- Problem details:
If a line in the data below holds the word "body", copy it.
***** Records for this task
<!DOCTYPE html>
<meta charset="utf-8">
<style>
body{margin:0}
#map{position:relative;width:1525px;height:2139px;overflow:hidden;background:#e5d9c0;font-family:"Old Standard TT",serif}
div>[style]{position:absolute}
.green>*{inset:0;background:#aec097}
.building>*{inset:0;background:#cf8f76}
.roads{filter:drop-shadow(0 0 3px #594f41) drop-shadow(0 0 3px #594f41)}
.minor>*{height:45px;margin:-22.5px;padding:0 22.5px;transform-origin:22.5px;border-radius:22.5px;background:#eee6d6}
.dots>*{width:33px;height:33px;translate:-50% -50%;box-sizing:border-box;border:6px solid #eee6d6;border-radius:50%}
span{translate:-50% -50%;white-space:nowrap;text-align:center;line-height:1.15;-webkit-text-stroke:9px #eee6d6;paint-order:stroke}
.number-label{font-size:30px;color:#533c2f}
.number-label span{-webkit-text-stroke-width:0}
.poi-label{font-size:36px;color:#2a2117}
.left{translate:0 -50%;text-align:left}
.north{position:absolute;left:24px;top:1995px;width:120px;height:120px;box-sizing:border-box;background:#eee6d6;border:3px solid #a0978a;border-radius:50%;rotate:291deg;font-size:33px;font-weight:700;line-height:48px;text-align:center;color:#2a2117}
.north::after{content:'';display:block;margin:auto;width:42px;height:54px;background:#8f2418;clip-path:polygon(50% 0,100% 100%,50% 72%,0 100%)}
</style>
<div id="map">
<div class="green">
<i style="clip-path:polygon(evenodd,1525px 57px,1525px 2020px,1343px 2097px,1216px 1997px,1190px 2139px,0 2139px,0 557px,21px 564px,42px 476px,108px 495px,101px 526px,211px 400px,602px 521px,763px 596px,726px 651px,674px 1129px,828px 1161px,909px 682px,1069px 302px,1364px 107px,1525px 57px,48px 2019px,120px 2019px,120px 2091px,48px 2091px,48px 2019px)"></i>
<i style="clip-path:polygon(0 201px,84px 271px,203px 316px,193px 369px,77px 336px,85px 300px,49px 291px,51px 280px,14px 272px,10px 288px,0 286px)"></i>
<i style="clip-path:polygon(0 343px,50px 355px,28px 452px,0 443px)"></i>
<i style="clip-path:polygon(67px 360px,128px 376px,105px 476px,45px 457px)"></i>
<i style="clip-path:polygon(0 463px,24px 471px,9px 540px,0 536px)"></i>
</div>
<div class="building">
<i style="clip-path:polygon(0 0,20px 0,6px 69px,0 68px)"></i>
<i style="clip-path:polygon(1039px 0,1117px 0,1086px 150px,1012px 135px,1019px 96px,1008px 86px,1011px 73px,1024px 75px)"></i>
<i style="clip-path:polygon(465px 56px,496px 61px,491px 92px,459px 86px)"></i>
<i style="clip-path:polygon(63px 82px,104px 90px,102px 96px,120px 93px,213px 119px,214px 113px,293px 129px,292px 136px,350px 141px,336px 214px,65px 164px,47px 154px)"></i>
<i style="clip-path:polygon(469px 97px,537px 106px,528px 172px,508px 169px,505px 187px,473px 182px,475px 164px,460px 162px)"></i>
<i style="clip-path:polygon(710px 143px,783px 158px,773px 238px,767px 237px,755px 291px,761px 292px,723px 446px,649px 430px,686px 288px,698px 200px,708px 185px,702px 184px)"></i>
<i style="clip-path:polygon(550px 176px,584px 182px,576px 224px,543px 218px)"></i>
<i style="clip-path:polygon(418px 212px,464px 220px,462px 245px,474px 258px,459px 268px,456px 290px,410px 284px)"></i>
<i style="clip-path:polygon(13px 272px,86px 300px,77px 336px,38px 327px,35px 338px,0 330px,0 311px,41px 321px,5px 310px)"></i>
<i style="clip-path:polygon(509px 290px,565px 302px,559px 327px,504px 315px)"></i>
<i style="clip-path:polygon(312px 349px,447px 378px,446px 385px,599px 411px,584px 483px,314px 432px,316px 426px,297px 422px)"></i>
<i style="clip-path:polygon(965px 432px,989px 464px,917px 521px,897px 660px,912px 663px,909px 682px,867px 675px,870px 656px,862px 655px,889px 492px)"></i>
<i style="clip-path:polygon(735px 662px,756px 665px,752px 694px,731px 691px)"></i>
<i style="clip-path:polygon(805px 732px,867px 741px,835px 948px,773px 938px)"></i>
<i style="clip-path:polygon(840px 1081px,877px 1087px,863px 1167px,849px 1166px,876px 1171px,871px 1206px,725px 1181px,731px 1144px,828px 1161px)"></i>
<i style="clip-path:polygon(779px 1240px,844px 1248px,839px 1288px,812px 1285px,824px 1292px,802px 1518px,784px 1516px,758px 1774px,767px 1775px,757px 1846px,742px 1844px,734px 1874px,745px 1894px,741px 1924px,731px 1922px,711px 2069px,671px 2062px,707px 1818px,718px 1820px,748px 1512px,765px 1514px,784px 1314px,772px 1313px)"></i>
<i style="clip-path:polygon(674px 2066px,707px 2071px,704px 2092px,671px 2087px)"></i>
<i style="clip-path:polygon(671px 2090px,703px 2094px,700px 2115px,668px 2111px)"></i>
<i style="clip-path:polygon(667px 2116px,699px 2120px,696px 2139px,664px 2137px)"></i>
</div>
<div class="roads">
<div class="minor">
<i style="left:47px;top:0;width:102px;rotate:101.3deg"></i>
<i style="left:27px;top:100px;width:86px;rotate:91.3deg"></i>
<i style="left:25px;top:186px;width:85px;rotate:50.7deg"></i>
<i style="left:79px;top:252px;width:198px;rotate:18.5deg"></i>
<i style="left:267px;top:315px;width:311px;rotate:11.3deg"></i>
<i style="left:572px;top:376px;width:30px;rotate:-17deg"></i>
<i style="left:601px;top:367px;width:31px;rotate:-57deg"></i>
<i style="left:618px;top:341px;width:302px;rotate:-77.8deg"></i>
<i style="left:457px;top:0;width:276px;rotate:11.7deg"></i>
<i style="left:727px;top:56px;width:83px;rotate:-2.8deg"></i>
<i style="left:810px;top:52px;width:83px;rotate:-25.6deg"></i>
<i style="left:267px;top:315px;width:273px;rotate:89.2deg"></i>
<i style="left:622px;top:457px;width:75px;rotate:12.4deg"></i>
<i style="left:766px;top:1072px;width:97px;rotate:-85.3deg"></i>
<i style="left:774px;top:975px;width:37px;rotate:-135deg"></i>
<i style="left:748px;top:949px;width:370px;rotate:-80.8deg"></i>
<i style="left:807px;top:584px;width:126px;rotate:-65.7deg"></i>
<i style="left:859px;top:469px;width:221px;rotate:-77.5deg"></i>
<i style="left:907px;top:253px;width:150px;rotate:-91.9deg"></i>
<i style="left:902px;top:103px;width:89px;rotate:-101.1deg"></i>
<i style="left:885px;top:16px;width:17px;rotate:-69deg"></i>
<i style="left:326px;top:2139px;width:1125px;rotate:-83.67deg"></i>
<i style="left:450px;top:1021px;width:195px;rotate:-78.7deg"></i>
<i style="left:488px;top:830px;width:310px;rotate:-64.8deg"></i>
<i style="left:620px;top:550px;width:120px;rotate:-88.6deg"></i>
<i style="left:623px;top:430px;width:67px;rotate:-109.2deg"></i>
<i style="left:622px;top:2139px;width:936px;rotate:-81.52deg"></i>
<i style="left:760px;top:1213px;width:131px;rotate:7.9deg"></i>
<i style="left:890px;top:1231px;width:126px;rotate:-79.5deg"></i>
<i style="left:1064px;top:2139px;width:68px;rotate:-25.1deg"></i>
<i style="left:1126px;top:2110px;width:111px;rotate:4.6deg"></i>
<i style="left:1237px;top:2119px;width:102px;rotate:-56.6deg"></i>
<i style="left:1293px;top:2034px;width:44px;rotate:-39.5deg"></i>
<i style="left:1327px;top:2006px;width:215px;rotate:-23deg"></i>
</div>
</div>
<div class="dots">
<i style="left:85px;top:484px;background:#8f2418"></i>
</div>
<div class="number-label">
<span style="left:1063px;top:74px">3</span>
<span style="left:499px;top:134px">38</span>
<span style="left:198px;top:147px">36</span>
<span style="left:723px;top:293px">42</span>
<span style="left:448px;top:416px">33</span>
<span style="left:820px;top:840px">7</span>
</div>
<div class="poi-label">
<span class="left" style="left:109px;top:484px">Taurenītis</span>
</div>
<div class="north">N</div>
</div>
**********
***** Records for this task
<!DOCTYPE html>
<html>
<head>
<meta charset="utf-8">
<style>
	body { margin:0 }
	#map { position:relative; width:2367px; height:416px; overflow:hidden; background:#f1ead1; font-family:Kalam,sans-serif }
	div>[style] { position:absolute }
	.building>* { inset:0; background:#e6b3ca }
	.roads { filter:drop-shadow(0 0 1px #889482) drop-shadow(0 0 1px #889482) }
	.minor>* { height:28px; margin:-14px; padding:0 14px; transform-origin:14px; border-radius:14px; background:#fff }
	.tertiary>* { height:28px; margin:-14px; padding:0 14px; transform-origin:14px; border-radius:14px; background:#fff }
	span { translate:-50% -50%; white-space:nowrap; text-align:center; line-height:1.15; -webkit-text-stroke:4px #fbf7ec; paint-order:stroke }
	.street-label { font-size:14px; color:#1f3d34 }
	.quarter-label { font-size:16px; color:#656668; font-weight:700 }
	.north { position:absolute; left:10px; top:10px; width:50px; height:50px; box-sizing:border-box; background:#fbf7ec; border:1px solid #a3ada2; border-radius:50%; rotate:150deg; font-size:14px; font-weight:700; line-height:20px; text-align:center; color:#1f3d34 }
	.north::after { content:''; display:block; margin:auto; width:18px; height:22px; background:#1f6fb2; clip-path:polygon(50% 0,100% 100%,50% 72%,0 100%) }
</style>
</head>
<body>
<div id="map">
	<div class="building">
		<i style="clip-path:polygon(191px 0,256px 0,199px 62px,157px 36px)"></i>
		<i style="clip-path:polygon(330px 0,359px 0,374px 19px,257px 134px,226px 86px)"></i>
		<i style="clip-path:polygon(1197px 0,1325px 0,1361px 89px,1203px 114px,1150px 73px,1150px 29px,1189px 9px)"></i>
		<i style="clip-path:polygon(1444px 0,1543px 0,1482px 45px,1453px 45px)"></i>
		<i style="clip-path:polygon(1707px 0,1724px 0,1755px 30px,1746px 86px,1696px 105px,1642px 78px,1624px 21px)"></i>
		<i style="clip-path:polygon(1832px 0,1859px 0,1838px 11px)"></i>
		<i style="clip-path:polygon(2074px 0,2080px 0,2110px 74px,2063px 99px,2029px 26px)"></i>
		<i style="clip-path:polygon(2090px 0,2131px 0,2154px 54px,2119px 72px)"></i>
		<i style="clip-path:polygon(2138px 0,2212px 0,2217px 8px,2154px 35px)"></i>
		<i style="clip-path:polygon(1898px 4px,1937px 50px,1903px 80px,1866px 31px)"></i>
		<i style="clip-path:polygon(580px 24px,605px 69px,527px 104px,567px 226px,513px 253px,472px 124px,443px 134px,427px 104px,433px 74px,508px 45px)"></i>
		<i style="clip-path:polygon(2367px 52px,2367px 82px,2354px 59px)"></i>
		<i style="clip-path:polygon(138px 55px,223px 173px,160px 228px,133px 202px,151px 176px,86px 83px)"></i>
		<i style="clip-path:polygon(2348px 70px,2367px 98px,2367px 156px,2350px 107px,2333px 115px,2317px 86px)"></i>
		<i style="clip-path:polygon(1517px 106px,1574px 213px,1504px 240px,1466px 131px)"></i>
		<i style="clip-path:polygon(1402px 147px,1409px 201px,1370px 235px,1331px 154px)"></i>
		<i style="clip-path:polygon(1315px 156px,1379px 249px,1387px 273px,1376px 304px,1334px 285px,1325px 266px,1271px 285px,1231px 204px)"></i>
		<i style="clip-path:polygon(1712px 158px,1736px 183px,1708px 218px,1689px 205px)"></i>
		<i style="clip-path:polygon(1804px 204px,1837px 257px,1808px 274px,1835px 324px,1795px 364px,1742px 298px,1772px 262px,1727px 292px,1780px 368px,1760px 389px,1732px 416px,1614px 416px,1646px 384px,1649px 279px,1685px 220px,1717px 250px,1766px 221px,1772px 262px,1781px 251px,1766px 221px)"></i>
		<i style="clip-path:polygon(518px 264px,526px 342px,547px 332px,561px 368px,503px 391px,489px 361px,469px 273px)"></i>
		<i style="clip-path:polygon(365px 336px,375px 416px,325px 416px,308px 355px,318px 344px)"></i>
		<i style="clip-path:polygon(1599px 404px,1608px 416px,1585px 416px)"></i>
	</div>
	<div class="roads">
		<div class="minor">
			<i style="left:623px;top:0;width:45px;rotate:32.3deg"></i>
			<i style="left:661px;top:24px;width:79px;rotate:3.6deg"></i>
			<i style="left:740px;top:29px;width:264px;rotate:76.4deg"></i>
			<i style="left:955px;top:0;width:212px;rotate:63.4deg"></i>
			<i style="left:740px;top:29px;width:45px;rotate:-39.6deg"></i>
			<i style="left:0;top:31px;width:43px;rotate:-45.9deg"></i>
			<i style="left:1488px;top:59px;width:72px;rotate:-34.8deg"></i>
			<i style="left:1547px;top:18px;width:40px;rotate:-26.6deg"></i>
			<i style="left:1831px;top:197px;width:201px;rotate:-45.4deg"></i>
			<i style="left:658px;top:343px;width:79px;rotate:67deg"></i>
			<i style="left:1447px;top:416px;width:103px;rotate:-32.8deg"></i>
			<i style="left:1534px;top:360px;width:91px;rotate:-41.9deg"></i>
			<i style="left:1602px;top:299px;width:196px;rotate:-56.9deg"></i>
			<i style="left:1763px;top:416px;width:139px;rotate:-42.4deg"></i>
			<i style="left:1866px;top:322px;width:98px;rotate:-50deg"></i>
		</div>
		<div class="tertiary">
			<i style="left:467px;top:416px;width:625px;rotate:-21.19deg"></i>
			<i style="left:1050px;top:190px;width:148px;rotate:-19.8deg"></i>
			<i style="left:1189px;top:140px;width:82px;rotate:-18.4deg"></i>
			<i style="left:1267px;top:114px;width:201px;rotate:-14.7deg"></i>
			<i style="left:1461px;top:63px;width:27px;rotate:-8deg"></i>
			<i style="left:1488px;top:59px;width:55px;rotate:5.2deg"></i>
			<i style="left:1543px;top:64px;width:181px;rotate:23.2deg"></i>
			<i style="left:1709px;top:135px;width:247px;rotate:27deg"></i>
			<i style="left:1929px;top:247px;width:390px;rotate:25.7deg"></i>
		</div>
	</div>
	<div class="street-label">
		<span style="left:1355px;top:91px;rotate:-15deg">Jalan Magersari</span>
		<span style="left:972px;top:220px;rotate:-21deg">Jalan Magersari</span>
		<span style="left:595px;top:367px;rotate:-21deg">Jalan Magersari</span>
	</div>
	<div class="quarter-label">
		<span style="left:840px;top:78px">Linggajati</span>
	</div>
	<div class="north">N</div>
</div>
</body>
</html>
**********
- Completed exercise:
body{margin:0}
	body { margin:0 }
<body>
</body>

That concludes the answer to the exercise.